Concluding the letter, Gaiman writes, "The struggles of the gods and the people in season 3 of American Gods are the struggles of America. We didn't think it would prove as timely when we plotted it, nor did I think the novel would still be relevant when I wrote it over 20 years ago. But I'm glad it's happening now, in a year when it feels as though diverse stories are being heard, and honored, and allowed to change the future."
American Gods season 3 will arrive this Jan. 10 on Starz at a time that is not just poignant because of Hollywood's current reckoning with past portrayals of Black people and other minorities, but also in light of the show's own drama.
Former cast member and writer Orlando Jones spoke out on social media in December, saying he was fired from the series because new showrunner Robert Eglee said his character, the African trickster god Anansi, sent "the wrong message for Black America" with his "get s--- done" attitude.

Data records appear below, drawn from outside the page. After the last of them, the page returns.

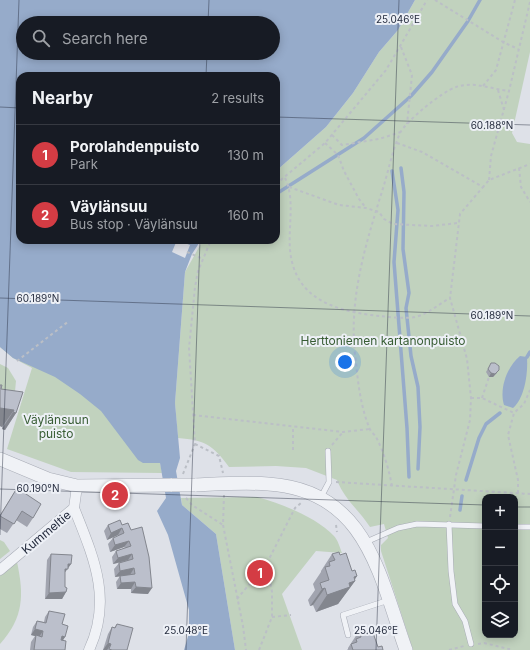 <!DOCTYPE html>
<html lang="en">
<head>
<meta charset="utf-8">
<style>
	body { margin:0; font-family:Inter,sans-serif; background:#20242c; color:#f1f3f6 }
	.controls { position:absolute; right:12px; bottom:12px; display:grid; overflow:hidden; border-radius:8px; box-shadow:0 2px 10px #0003 }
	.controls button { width:36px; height:36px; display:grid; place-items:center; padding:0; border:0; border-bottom:1px solid #363941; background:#171b24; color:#f1f3f6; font:20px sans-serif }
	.you { position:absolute; left:345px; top:362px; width:14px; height:14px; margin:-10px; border:3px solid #fff; border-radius:50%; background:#1a73e8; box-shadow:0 0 0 6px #1a73e833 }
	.badge { display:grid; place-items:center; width:26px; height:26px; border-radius:50%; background:#d43c44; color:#fff; font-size:13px; font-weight:700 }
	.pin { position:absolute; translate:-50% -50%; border:2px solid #fff; box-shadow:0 1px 4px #0006 }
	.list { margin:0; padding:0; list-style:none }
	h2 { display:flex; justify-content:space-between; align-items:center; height:52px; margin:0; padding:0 16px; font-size:17px }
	h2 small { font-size:13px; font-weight:400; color:#9ea1a6 }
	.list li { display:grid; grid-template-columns:26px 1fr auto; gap:12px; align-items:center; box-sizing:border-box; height:60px; padding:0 16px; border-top:1px solid #363941 }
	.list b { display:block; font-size:15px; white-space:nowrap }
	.list p { margin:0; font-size:13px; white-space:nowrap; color:#9ea1a6 }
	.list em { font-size:13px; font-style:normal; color:#9ea1a6 }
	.icon { flex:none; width:22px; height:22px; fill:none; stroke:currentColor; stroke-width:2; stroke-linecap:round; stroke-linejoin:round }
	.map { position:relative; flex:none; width:530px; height:650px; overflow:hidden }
	.search { position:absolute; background:#171b24; box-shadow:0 2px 10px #0003; left:16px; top:16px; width:264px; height:44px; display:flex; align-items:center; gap:10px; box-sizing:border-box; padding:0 14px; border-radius:22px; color:#9ea1a6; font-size:15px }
	.panel { position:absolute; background:#171b24; box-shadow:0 2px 10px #0003; left:16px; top:72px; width:264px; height:172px; border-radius:12px }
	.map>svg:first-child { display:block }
	.green { fill:#c1d2be; fill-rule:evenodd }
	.water { fill:#96abca; fill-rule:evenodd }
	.pier { fill:#dee1e8 }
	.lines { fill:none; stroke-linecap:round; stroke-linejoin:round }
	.stream { stroke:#96abca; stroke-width:3.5 }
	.service-casing { stroke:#a7abb5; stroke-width:6 }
	.minor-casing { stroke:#a7abb5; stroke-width:11 }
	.tertiary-casing { stroke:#a7abb5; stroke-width:14 }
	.path { stroke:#bbbfc6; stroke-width:2; stroke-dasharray:3 3; stroke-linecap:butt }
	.service { stroke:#f0f2f6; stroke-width:5 }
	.minor { stroke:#f0f2f6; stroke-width:10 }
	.tertiary { stroke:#f0f2f6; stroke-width:13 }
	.tertiary-bridge-casing { stroke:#a7abb5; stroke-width:14; stroke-linecap:butt }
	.tertiary-bridge { stroke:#f0f2f6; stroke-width:13 }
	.wall { fill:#a1a4af }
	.shaded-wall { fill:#83868e }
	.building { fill:#bbbfcb; stroke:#83868e }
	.ticks { fill:none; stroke:#262d3f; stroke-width:1; stroke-opacity:0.45 }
	.labels { text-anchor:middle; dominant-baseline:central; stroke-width:4; stroke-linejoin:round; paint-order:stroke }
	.park-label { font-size:12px; fill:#375c33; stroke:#edf0f6 }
	.street-label { font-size:12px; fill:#262d3f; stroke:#edf0f6 }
	.ticks-label { font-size:10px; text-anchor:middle; fill:#262d3f; stroke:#edf0f6; stroke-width:4; stroke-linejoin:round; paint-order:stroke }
</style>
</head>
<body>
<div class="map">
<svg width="530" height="650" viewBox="0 0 530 650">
	<rect width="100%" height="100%" fill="#dee1e8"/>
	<g class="green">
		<path d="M 415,0 L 530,0 L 530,52 L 512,133 L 517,142 L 530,144 L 530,650 L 413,650 L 381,551 L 381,545 L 388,538 L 384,524 L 370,527 C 359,510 344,499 337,480 L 306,468 L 276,466 L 229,467 C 213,445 205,440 178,438 L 175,403 L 185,272 L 203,240 L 276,240 L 276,171 L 326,127 L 353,93 L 379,52 L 398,30 ZM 485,497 L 515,497 L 515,635 L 485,635 Z"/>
		<polygon points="0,274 160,463 162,473 71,472 7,449 32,368 13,358 0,347"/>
		<polygon points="0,364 8,368 16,381 14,402 0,399"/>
		<path d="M 257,497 C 282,504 316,517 334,536 C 338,540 340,548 342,553 L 316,551 L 282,594 L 302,650 L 235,650 L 216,534 L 182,505 L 181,498 Z"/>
		<polygon points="0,540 4,542 10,551 0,559"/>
		<path d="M 17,562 C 24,595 24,617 0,644 L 0,576 Z"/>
	</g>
	<g class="water">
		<path d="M 0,0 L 415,0 L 398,30 L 379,52 L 353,93 L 326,127 L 276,171 L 276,76 L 20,76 L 20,240 L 201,240 L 192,254 L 185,272 L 175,403 L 180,458 L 176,471 L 182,505 L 216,534 L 235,650 L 184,650 L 189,633 L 189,610 L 168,535 L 157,511 L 166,498 L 160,463 L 143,463 L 138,460 L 101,411 L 80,394 L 55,377 L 13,358 L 0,347 ZM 23,23 L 273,23 L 273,53 L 23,53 Z"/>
		<path d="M 520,356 L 527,357 C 528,373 525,397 513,408 L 504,405 C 499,388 507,367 520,356 Z"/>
	</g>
	<polygon class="pier" points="177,240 190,245 185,258 172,252"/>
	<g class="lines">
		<g class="stream">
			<polyline points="401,168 404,192 403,249 409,293 406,308 411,356 418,387 420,427 418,469"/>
			<polyline points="392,171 398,210 394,262 407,428 409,477"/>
			<polyline points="276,194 364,138 411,96 432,72 468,21 480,0"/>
			<polyline points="527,357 530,352"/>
			<polyline points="466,480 479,438 486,424 500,413"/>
			<polyline points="460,510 462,496"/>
		</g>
		<g class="service-casing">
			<g id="service">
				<polyline points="321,497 329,482 328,451"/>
				<polyline points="449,524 451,571 455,604 465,621 471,644"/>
				<polyline points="515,527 530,527"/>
				<polyline points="366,542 398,528 417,524 485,526"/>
				<polyline points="348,635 343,615 389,600"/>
			</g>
		</g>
		<g class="minor-casing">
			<g id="minor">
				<path d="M 74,508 C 93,556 113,599 89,650"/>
				<polyline points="0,570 74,508 77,486"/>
			</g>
		</g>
		<g class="tertiary-casing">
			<g id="tertiary">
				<polyline points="0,459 48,479 77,486 172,485"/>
				<path d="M 195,485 C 219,484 244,482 268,484 C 366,490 379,574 406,650"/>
			</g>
		</g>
		<g class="path">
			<polyline points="435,0 503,42 518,49"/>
			<polyline points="401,47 412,75 407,124"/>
			<polyline points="483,86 496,70 515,0"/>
			<polyline points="498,90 504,110"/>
			<polyline points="332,135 342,145 379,139 401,132"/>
			<polyline points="325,143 338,155 344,171 359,199 366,208"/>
			<polyline points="397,143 422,152 483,187 489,180 530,164"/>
			<polyline points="519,168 521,187 530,202"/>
			<path d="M 285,178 C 297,202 285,235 292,262 C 302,303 343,312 379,316 C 390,317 404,319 415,317 C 428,314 439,304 450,298"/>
			<polyline points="489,180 491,156 509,91 530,2"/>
			<polyline points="276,184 325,143 386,70 427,0"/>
			<polyline points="289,187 339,205 366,208 379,212 384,219 393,224 432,226 458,223"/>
			<polyline points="187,252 203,259"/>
			<polyline points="17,361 69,321"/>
			<polyline points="471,398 482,398 514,413"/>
			<polyline points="482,398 489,377"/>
			<polyline points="193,415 343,432 370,429"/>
			<polyline points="195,444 219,456 223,473"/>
			<polyline points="332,445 343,432"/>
			<polyline points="293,450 293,426"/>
			<polyline points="183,474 195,444 189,348 195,287 198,271 211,240"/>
			<polyline points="336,482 530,494"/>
			<path d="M 392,486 C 389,470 384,452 376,437 C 374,434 370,431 369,427 C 361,407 358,384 356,362 C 347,301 366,243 384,185 C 389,168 393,149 400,133 C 406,121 443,91 456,87 C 474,81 491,89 509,91"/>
			<polyline points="518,493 518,480 508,435 514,413 524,404 530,390"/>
			<polyline points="224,495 223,525 243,626 246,650"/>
			<polyline points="186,498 192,505 223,525"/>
			<polyline points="450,517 456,475 470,420 471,398 467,359 450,298 460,214 483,187"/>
			<polyline points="336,525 337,532"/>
			<polyline points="237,599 267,563"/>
			<polyline points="272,617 291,615"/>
			<polyline points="478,644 484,643 513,650"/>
			<polyline points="259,650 272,617 272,592 267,563 295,508 301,503"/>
			<polyline points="449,650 464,646"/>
		</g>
		<use href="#service" class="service"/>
		<use href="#minor" class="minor"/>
		<use href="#tertiary" class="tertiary"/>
		<g class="tertiary-bridge-casing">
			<polyline id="tertiary-bridge" points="172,485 195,485"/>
		</g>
		<use href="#tertiary-bridge" class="tertiary-bridge"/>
	</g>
	<g class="wall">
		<polygon points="491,363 497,373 493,377 489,377 486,372"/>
		<polygon points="0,385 1,389 16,413 5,430 2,429 2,427 0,426"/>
		<polygon points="17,488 33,518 27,527 16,520 7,533 0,529 0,515"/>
		<polygon points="128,523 148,594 131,593 131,589 117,589 116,582 120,576 115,577 114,569 119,563 128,561 113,564 112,557 116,551 125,548 124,547 110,552 108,544 113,538 119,536 118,535 107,540 104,531 108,525 122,525"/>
		<polygon points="51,554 71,564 65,572 65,587 66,592 62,599 45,599 47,560"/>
		<polygon points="332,554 340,555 352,571 357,576 355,579 355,581 338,604 316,612 313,605 310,606 308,600 315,590 313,584 321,572 321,571"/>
		<polygon points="49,611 62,624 65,637 63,640 65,650 30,650 31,642 35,636 31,635 33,627 37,621 44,622 45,617"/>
		<polygon points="117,624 127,650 103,650 108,634 112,627 114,628"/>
		<polygon points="359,631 367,632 378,647 383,650 347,650 348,649 348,648"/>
	</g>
	<g class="shaded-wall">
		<polygon points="499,370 493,377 489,377 491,373"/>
		<polygon points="0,408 14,410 2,427 0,426"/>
		<polygon points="13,412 16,413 5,430 2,429"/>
		<polygon points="122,528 118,535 107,540 111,533"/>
		<polygon points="129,541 124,547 110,552 115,545"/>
		<polygon points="132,554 128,560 113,564 118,558"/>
		<polygon points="68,564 71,564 63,575 61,575"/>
		<polygon points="134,568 130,575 115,577 120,571"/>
		<polygon points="357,576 353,582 355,581 338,604 316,612 327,595 349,583 354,577"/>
		<polygon points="135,582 131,589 117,589 121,583"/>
		<polygon points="136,587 152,588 148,594 131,593"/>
		<polygon points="325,588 313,605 310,606 322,589"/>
		<polygon points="66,592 62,599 45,599 49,593"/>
		<polygon points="35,629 43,631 39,637 31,635"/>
		<polygon points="62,636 65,637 61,643"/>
		<polygon points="108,643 111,644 107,650 103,650"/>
	</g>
	<g class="building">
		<polygon points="491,363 495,363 499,366 499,370 495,374 491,373 488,369"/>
		<polygon points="0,385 2,385 1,389 23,392 16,413 13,412 14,410 0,408"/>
		<polygon points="17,488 41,504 33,518 22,511 14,524 0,516"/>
		<polygon points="120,520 122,525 128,523 131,530 142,527 149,557 152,588 136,587 135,582 121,583 120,576 135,574 134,568 120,571 119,563 133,559 132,554 118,558 116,551 131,546 129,541 115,545 113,538 124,533 122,528 111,533 108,525"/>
		<polygon points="339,552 340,555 346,553 352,571 355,570 357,576 354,577 355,581 349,583 350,587 327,595 325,588 322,589 320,583 329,580 325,567 330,566 329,562 335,560 332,554"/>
		<polygon points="51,554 72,555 71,564 68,564 68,569 65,569 65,587 67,588 66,592 49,593"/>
		<polygon points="49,611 65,614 62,624 68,626 65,637 62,636 61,640 66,641 65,650 34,650 36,635 42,637 43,631 35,629 37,621 46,623"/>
		<polygon points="117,624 133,628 127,650 112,650 109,649 111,644 108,643 112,627 115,628"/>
		<polygon points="366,629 367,632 372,630 378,647 382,646 383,650 353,650 351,644 357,642 356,639 361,637 359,631"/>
	</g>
	<path class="ticks" d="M 208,23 L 209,0M 206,76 L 207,53M 0,107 L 20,108M 276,117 L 530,125M 0,298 L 530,316M 0,489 L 485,505M 515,507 L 530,507M 0,535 L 19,0M 186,650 L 200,240M 376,650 L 399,0"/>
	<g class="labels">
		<g class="park-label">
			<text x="383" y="340">Herttoniemen kartanonpuisto</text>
			<text x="56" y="419">Väylänsuun<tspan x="56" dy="14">puisto</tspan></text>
		</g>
		<g class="street-label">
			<text transform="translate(46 532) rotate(-40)">Kummeltie</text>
		</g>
	</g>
	<g class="ticks-label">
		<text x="398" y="23">25.046°E</text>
		<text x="492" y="129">60.188°N</text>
		<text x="38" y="302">60.189°N</text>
		<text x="492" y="319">60.189°N</text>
		<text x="38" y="492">60.190°N</text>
		<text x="186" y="634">25.048°E</text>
		<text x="376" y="634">25.046°E</text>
	</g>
</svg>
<div class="controls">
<button>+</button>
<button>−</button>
<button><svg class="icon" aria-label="locate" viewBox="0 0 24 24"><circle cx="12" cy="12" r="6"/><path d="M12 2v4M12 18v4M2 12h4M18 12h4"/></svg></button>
<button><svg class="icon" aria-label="layers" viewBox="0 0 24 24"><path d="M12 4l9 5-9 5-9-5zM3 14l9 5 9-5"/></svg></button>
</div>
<div class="you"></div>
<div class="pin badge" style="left:260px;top:573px">1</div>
<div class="pin badge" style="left:115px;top:495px">2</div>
<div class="search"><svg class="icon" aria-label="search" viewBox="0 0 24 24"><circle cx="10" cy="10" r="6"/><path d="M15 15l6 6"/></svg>Search here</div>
<section class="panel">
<h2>Nearby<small>2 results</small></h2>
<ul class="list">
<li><span class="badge">1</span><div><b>Porolahdenpuisto</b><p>Park</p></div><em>130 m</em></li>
<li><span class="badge">2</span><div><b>Väylänsuu</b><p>Bus stop · Väylänsuu</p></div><em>160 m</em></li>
</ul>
</section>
</div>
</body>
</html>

A spokesperson for the show said Jones' option was not picked up because Anansi doesn't factor into the Lakeside storyline from the book. In a separate interview with EW, Jones called that assertion "ridiculous on its face" because he "didn't have a writing option" but was one of the people "who laid out the direction for season 3 at the end of season 2."
Jones isn't the only one not returning for season 3. Mousa Kraish, who plays the Jinn, is also sitting this one out. In terms of the story, Shadow Moon (Ricky Whittle) is heading to the town of Lakeside, a location from the mid-section of Gaiman's book, after learning the truth about his godly lineage at the end of season 2. He will then encounter and be guided by the Orishas, the gods of his Black ancestors.

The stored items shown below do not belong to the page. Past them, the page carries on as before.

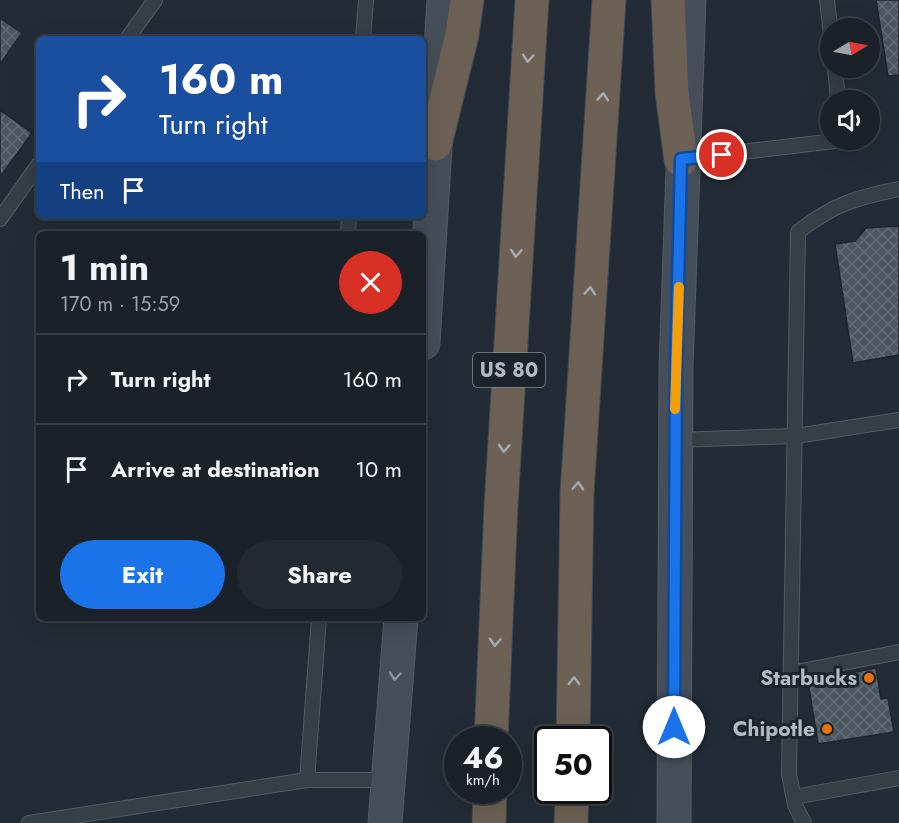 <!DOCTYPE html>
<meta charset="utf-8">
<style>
body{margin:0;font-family:Jost,sans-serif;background:#232930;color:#f1f3f6;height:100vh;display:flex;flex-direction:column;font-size:22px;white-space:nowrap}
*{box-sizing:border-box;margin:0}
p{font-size:20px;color:#9fa3a8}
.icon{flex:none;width:33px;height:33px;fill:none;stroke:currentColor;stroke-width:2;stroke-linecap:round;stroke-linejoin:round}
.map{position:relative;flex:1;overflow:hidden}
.side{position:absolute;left:36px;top:231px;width:390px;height:390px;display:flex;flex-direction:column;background:#1a2128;border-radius:9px;box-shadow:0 6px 24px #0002,0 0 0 2px #383e45}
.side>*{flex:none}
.banner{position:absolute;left:36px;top:36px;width:390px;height:183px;border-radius:9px;box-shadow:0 6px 24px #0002,0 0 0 2px #383e45;background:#1a4fa0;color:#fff;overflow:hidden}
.needle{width:39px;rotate:80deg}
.controls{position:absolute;left:820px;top:18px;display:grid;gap:12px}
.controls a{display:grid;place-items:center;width:60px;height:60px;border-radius:50%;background:#1a2128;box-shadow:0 6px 24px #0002,0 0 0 2px #383e45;font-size:30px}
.speed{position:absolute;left:444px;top:726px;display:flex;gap:12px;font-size:30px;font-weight:700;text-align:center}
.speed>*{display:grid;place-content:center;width:78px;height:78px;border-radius:50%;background:#1a2128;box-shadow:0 6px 24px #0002,0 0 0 2px #383e45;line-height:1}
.speed small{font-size:15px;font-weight:400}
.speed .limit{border:3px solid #111;border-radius:9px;background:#fff;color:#111}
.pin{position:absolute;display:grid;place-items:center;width:51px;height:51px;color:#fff;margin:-26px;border:3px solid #fff;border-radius:50%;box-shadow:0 2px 6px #0007}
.me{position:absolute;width:66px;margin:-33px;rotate:0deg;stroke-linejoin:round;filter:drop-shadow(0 0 4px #0008)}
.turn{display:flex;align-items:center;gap:21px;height:126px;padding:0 24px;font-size:27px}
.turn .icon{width:78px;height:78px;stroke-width:2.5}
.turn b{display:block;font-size:42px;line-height:51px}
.then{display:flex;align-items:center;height:57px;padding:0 24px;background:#0003;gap:12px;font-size:22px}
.round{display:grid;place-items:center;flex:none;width:63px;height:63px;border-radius:32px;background:#232930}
.headline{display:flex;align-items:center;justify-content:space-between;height:102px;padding:0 24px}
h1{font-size:36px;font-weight:700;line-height:45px}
.cta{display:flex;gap:12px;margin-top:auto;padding:12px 24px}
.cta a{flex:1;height:69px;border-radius:36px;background:#1a73e8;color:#fff;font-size:24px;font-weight:700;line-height:69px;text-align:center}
.cta a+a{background:#232930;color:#f1f3f6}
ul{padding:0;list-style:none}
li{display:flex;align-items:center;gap:18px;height:90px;padding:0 24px;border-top:2px solid #383e45}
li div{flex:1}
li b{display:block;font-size:22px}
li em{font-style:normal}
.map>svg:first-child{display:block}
.building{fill:url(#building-cross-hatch);stroke:#1e252d;stroke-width:1.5}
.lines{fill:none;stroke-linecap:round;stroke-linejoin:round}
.service-casing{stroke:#545c64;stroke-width:16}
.secondary-casing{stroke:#545c64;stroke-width:35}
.motorway-casing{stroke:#414951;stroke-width:35}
.service{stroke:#363e46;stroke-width:14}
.secondary{stroke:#454e59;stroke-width:33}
.motorway{stroke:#6c6154;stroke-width:33}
.oneway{stroke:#a7acb2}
.oneway2{stroke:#8b949e}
.route-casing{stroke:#114b97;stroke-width:15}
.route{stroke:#1a73e8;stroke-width:10}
.slow{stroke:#f59e0b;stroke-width:10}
.food-dot{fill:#e8710a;stroke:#1c232b;stroke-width:2}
.labels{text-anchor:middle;stroke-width:6;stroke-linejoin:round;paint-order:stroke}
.shield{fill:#1c232b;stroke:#848c95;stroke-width:1.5}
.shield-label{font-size:20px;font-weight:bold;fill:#b1b9c3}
.poi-label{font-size:21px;font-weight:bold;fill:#b1b9c3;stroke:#1c232b;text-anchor:end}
</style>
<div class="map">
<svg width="899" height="823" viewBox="0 0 899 823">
<defs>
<pattern id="building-cross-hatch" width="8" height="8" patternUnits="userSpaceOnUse" patternTransform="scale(1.5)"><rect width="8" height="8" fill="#4c5661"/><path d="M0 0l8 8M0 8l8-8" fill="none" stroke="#636c76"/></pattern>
</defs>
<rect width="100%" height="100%" fill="#232c36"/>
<g class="building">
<polygon points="876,0 899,0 899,75 888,76"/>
<polygon points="0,18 22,33 0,64"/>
<polygon points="0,110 32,133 0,177"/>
<polygon points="899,226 899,355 853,363 835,244 855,241 866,228"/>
<polygon points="876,668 881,699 888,698 894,732 818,744 808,681"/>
</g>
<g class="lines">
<g class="service-casing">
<g id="service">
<polyline points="827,0 831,35"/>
<polyline points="127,39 155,0"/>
<polyline points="363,39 366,0"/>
<polyline points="835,68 838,100"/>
<polyline points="683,159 843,140"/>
<polyline points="0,219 39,164"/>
<polyline points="348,234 349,216"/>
<polyline points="675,440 796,436 899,420"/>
<polyline points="319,618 307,780 388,780"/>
<polyline points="791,673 899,652"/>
<polyline points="794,797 899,778"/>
<polyline points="29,823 307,780"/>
<path d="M 804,823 L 795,805 L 789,774 L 798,232 C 832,205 857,197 899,189"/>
</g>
</g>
<g class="secondary-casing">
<g id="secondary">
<polyline points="423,343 444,0"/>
<polyline points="385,823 401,618"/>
<polyline points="674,823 676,367 689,0"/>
</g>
</g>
<g class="motorway-casing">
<g id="motorway">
<polyline points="668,0 672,93 681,160"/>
<polyline points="435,144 462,35 467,0"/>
<polyline points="491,740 501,506 532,0"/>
<polyline points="573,740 577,493 609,0"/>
<polyline points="489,823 490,790"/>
<polyline points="571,823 572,790"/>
</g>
</g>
<use href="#service" class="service"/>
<use href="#secondary" class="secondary"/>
<use href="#motorway" class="motorway"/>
</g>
<defs><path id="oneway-chevron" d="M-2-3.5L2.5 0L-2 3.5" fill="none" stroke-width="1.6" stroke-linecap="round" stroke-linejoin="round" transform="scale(1.5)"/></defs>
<g class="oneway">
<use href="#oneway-chevron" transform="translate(528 58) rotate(94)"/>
<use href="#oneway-chevron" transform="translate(603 97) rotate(-86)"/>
<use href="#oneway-chevron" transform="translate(516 253) rotate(94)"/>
<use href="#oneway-chevron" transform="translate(590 291) rotate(-86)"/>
<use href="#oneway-chevron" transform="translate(504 448) rotate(93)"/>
<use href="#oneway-chevron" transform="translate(578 486) rotate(-87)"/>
<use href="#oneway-chevron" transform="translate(495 642) rotate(92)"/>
<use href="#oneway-chevron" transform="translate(574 681) rotate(-89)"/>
</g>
<use class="oneway2" href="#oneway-chevron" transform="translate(395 676) rotate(95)"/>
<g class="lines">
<g class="route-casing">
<polyline id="route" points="674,727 676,367 681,159 722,155"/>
</g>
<use href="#route" class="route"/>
<polyline class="slow" points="675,409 679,287"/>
</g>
<g class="food-dot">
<circle cx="869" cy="678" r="6"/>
<circle cx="827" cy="729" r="6"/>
</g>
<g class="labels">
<rect class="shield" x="473" y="353" width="72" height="34" rx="4.5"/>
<g class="shield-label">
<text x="509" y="377">US 80</text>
</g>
<g class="poi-label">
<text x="857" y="685">Starbucks</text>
<text x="815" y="736">Chipotle</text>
</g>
</g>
</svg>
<div class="controls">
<a><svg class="needle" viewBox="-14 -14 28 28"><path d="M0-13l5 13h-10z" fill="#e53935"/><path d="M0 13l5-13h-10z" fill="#9fa3a8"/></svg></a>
<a><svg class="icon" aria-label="sound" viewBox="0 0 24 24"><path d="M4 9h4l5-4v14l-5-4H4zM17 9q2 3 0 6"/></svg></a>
</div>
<div class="speed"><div>46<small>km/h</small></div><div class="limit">50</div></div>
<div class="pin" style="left:722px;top:155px;background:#d93025"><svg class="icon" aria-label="arrive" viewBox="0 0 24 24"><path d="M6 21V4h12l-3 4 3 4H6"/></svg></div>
<svg class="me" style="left:674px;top:727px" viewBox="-20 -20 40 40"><circle r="19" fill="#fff"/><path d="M0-13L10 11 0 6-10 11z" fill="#1a73e8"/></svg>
<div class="banner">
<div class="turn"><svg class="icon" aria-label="right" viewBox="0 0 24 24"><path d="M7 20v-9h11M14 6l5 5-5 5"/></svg><div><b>160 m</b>Turn right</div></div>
<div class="then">Then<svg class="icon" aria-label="arrive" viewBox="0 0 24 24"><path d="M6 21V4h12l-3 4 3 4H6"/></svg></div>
</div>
<section class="side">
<div class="headline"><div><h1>1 min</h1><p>170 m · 15:59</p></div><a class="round" style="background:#d93025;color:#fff"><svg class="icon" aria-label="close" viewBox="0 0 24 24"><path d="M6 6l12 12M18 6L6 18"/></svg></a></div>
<ul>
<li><svg class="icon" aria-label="right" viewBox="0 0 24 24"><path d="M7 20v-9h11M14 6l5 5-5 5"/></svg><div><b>Turn right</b></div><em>160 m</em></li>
<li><svg class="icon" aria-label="arrive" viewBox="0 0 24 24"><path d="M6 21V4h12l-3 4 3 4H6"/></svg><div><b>Arrive at destination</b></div><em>10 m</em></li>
</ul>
<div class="cta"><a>Exit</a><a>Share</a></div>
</section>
</div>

The premiere announcement also comes with a teaser image of the Lakeside Clunker Board from inside Hinzelmann's shop.
Among the newcomers are Ashley Reyes as Mr. Wednesday's techie new-hire Cordelia, Devery Jacobs as Sam Black Crow, Blythe Danner as Greek goddess of the harvest Demeter, Marilyn Manson as Viking death metal rocker Johan Wengren, Julia Sweeney as Shadow's Lakeside welcome wagon Hinzelmann, Iwan Rheon as leprechaun Liam Doyle, Denis O'Hare as Tyr, Lela Loren as Lakeside reporter Marguerite, Herizen Guardiola as Yoruban goddess of love Oshun, Wale as an Orisha named Chango, Eric Johnson as Lakeside Chief of Police Chad Mulligan, and Danny Trejo and Dominique Jackson as new forms of Mr. World.